Recently, Avogadro/OpenBabel have been increasing their support for computational chemistry log files. I am hoping that they will learn from our experience at GaussSum/cclib.
GaussSum was the first Python program I ever wrote, and still bears the hallmarks. When I first started GaussSum (a program which analyses the results of comp chem calculations), I would use the test cases from users to fix bugs. Then over time, I'd lose the test cases as I moved from computer to computer. I couldn't place the test cases in my version control system as the test cases might have been the results of someone's research, and they mightn't be happy to see them publicly available.
Things came to head when dealing with the parsing of vibrational frequencies in the various versions of GAMESS. It turned out that each version of GAMESS (PC-GAMESS, WinGAMESS and GAMESS US) had slightly different output for vibrational frequencies. I ended up bouncing between code that worked for WinGAMESS but not GAMESS and vice versa, depending on who sent me the last bug report. In other words, I was wasting my time fixing bugs which might reappear later. It was around this time that (a) I realised I needed a test suite, and (b) I needed public domain test files, so I could use them in my test suite.

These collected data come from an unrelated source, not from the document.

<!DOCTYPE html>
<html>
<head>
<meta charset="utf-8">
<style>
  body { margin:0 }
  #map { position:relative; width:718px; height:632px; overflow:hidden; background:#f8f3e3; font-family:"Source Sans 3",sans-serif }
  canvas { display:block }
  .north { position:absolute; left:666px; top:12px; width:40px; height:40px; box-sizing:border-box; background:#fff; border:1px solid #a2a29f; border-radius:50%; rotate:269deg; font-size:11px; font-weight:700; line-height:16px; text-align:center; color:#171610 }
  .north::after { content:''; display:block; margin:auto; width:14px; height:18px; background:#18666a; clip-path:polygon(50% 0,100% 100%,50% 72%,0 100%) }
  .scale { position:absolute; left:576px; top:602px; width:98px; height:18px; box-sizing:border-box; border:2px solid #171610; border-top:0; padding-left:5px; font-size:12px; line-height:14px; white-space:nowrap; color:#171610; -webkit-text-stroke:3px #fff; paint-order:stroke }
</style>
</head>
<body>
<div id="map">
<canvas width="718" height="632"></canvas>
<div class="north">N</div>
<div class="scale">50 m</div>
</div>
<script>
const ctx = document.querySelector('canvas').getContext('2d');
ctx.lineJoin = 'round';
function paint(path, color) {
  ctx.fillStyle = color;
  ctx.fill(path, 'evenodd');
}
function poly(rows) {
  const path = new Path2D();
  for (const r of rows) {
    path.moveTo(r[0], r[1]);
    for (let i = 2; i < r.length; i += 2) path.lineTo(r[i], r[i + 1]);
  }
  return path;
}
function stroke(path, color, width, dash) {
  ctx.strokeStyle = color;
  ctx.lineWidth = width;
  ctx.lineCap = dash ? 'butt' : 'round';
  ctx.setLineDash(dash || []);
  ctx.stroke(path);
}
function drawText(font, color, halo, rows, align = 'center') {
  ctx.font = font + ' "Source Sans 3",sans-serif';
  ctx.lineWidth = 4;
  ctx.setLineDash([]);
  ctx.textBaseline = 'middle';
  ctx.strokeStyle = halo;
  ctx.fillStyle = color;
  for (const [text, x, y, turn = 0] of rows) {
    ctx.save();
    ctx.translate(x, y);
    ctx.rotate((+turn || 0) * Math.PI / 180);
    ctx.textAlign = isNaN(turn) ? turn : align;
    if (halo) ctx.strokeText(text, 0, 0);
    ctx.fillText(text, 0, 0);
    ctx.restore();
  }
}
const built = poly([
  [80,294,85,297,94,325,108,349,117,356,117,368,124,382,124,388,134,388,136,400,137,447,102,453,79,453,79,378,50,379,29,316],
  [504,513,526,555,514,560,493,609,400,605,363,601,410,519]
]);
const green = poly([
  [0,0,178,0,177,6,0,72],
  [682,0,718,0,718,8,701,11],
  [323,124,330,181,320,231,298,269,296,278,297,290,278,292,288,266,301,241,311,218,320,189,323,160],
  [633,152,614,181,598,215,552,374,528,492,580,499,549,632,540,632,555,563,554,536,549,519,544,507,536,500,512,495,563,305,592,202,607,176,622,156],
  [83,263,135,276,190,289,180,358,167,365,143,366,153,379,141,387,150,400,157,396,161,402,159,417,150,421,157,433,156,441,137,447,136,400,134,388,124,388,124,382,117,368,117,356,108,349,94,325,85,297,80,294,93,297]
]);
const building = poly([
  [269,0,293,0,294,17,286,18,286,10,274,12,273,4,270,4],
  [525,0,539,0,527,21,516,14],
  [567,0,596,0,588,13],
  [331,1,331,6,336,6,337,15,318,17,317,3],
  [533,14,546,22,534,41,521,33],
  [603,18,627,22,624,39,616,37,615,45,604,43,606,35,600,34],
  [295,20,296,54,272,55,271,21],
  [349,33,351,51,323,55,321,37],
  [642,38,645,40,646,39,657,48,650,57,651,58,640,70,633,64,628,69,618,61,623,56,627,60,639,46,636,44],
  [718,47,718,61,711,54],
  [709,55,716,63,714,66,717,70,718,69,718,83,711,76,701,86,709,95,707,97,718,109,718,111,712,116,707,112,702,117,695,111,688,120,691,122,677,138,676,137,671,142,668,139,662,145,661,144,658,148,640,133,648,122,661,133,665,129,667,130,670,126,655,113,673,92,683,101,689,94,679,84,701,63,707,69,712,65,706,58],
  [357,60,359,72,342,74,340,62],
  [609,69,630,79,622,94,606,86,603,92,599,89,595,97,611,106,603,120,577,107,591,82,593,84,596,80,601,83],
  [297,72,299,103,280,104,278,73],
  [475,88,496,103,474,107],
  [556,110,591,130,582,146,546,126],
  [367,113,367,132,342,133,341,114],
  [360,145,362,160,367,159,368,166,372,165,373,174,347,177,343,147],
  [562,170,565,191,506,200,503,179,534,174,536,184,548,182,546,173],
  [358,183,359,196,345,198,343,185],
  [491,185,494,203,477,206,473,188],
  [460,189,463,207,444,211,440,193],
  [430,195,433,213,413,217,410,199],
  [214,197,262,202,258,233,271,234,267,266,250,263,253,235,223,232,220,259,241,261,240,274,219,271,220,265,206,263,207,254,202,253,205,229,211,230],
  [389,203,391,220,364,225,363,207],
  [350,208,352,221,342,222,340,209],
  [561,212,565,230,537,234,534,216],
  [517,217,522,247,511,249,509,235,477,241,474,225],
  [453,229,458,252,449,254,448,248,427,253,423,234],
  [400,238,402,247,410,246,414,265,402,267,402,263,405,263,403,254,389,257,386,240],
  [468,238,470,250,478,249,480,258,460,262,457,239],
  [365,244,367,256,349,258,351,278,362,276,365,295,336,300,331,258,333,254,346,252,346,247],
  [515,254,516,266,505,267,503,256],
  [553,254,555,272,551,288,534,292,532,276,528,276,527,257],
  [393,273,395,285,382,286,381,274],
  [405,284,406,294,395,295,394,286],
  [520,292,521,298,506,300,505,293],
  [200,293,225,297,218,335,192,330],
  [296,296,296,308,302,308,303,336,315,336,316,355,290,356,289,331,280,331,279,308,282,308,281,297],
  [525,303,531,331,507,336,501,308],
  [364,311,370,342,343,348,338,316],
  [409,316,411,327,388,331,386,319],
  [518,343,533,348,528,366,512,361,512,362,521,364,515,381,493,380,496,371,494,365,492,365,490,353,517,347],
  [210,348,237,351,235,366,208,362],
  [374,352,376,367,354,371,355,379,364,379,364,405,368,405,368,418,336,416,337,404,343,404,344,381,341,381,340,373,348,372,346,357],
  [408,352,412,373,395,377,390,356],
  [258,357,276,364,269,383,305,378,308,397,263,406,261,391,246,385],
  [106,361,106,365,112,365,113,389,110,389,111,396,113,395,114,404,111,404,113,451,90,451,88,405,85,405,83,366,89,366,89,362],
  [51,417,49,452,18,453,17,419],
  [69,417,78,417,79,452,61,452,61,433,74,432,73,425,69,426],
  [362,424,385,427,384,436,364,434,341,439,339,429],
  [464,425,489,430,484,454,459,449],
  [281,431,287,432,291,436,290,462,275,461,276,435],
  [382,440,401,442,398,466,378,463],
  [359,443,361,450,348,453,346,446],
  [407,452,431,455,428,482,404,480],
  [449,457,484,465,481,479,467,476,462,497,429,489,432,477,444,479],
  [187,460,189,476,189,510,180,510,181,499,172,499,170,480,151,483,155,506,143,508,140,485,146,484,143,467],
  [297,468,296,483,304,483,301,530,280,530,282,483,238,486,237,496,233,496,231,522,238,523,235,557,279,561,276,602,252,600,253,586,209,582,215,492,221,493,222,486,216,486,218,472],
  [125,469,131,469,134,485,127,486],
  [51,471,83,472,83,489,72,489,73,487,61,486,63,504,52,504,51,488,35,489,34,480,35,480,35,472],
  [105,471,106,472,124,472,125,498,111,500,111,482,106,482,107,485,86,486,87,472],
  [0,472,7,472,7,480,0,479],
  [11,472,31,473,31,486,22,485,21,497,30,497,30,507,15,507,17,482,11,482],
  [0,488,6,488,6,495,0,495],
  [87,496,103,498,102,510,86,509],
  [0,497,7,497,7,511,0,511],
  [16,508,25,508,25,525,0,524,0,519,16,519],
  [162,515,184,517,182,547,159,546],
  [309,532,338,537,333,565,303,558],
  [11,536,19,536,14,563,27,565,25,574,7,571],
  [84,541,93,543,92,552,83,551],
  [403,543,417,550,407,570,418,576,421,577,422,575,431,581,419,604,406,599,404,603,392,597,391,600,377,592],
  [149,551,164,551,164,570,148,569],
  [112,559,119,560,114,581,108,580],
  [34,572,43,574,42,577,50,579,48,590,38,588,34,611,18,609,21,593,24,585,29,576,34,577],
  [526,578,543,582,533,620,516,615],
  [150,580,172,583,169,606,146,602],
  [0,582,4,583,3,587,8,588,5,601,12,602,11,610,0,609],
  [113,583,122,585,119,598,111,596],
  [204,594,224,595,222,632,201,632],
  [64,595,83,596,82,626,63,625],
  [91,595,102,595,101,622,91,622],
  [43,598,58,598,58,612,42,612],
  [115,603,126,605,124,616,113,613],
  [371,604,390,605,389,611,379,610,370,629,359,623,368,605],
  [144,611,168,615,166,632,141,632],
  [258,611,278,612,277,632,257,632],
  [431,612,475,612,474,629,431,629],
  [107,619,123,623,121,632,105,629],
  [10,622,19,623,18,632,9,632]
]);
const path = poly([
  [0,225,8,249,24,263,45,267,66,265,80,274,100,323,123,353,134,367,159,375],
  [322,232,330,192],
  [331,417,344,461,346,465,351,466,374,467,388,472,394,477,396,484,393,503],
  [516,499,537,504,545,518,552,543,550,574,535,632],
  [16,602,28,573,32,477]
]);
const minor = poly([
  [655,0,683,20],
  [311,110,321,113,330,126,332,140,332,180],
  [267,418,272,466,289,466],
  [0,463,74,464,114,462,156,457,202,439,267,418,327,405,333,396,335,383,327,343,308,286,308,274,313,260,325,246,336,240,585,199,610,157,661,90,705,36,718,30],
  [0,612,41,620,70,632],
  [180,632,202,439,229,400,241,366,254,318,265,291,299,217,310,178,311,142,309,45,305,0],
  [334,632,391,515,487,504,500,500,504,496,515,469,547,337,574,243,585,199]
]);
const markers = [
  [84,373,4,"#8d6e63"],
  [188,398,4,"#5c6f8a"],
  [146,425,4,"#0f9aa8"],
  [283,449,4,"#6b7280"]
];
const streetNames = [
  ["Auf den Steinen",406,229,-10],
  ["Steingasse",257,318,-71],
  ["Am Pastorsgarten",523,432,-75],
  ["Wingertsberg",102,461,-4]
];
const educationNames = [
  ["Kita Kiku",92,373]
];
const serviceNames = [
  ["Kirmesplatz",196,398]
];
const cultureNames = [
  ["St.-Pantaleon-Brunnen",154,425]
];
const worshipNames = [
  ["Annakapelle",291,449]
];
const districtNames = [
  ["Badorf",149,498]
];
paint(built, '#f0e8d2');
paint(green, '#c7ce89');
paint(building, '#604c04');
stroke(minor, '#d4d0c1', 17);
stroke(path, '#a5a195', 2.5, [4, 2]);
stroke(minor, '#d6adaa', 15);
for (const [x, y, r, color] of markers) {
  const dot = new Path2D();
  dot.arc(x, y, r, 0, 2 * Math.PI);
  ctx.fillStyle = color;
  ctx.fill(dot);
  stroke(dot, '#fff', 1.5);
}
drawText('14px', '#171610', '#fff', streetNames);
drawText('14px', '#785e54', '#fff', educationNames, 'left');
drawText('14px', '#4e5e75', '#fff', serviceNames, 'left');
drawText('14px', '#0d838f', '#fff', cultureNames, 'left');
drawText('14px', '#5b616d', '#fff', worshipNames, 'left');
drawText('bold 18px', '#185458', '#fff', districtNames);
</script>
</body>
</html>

The parser used by GaussSum is now available as a separate project, cclib, and is developed in collaboration with Adam Tenderholt and Karol Langner. This time I put a lot of thought into the test suite, and I think we've done very well. The parsers are initially developed using a set of calculations which are the same for each comp chem package; our test suite ensures that the same results are found in each case and that the units are consistent. We only fix bugs for which a public domain test file is provided ("I place this file in the public domain" is all we need to hear), and regression tests are easily added to the test suite. Our test suite has the final say on commits; commits are reverted if they cause an existing test to fail. This guarantees that cclib can only improve over time.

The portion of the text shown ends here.